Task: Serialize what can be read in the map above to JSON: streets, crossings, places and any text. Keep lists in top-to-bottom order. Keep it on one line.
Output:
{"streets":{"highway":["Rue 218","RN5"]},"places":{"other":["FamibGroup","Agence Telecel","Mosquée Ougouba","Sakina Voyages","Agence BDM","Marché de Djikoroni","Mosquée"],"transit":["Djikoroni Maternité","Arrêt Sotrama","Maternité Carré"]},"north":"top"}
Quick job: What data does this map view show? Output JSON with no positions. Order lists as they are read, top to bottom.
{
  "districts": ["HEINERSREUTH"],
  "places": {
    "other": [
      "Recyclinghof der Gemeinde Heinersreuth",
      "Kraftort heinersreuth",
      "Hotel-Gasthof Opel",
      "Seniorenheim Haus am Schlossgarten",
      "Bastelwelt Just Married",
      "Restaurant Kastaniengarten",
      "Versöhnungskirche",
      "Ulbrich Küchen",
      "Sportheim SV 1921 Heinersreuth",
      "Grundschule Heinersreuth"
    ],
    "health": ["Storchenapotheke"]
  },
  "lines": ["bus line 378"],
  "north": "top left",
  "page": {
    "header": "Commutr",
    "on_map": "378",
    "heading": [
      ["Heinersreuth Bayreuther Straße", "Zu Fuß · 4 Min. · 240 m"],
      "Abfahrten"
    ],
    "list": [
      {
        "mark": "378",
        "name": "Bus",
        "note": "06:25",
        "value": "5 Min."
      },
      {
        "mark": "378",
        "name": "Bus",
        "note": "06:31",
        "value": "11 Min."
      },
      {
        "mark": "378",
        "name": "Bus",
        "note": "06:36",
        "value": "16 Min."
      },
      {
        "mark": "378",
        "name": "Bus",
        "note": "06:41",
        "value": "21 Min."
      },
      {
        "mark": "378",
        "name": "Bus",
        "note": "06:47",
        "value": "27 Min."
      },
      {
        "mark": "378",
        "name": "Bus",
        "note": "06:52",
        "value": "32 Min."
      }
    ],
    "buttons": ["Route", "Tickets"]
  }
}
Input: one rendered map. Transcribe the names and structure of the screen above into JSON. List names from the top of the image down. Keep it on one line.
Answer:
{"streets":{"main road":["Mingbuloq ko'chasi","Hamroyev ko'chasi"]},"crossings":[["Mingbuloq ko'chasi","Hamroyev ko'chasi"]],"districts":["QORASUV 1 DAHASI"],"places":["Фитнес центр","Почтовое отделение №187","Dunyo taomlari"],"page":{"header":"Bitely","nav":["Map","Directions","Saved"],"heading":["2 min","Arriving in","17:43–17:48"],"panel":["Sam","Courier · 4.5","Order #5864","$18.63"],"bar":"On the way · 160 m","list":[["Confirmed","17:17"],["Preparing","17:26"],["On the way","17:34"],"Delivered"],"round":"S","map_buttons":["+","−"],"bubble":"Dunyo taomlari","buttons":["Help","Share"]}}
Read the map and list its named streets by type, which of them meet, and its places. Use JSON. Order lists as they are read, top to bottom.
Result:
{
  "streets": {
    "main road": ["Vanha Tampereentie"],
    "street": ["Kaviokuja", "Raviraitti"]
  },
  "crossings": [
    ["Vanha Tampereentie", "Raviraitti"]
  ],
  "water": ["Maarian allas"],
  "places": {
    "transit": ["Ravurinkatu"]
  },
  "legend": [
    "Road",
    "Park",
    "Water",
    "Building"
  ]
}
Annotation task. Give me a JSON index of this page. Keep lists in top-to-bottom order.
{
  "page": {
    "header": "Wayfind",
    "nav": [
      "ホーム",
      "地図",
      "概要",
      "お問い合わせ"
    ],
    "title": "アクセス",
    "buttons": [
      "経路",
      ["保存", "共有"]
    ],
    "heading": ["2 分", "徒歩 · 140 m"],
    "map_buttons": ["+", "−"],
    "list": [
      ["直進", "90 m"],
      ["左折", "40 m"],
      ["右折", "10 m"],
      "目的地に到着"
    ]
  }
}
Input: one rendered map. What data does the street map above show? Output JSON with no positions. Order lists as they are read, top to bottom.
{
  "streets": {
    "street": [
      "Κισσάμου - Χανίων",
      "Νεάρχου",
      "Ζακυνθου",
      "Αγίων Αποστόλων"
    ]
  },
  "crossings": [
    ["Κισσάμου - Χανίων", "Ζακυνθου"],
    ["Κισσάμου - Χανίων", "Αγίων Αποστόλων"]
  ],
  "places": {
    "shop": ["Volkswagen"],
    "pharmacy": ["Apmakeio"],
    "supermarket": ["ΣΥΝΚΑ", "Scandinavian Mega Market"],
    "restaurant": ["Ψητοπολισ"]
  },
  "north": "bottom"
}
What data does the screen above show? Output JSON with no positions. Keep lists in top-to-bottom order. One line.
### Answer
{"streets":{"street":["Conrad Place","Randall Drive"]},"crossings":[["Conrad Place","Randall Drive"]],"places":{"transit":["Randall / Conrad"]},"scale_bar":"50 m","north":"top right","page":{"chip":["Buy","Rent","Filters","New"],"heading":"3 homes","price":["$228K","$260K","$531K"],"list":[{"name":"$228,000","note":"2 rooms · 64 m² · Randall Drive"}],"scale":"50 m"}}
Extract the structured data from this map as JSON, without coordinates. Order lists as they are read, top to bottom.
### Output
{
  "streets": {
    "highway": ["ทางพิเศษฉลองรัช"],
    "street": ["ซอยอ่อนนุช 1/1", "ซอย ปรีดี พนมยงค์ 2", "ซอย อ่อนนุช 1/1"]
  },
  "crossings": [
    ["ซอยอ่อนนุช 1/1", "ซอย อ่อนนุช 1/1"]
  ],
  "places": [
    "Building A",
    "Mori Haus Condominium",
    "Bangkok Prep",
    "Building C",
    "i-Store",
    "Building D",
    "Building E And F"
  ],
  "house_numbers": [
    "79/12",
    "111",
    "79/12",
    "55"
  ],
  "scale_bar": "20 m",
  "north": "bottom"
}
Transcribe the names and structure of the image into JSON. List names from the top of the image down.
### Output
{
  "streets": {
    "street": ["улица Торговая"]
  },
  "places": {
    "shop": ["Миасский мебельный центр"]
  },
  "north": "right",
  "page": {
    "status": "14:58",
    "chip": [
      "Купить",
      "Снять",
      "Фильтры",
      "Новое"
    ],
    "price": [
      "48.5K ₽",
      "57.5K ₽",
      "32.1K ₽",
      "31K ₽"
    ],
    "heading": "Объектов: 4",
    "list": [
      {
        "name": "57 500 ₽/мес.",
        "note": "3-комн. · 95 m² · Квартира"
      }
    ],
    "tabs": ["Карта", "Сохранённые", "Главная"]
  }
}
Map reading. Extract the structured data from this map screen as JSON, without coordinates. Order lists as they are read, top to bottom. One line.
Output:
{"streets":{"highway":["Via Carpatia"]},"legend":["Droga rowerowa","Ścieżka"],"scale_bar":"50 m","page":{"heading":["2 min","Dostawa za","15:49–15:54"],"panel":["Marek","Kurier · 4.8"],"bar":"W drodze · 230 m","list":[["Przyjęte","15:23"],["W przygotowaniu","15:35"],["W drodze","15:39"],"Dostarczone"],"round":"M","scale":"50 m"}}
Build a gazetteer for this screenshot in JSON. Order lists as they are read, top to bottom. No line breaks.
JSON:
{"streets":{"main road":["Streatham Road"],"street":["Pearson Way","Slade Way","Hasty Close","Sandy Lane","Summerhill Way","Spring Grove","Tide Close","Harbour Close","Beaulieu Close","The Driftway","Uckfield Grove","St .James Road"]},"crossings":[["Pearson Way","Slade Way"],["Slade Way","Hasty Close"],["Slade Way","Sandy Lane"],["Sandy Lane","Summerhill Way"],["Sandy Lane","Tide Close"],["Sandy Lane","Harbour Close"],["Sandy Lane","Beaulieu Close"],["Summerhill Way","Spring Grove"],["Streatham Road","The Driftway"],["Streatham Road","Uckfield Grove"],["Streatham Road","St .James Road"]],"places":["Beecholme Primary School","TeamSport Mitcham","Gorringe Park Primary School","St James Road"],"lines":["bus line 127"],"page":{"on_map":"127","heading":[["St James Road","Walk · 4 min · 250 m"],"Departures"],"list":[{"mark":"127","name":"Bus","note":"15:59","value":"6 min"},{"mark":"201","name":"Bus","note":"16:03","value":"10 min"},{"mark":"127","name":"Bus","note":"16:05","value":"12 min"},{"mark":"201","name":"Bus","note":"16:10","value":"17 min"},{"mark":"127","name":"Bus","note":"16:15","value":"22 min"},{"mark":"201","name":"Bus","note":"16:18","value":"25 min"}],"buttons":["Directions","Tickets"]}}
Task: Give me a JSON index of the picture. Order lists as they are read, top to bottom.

##########

> _TASK GOAL_: Go through the data above line by line, count those that contain the string "Extract", and reply with the count only.

> _EXERCISE RESULT_: 2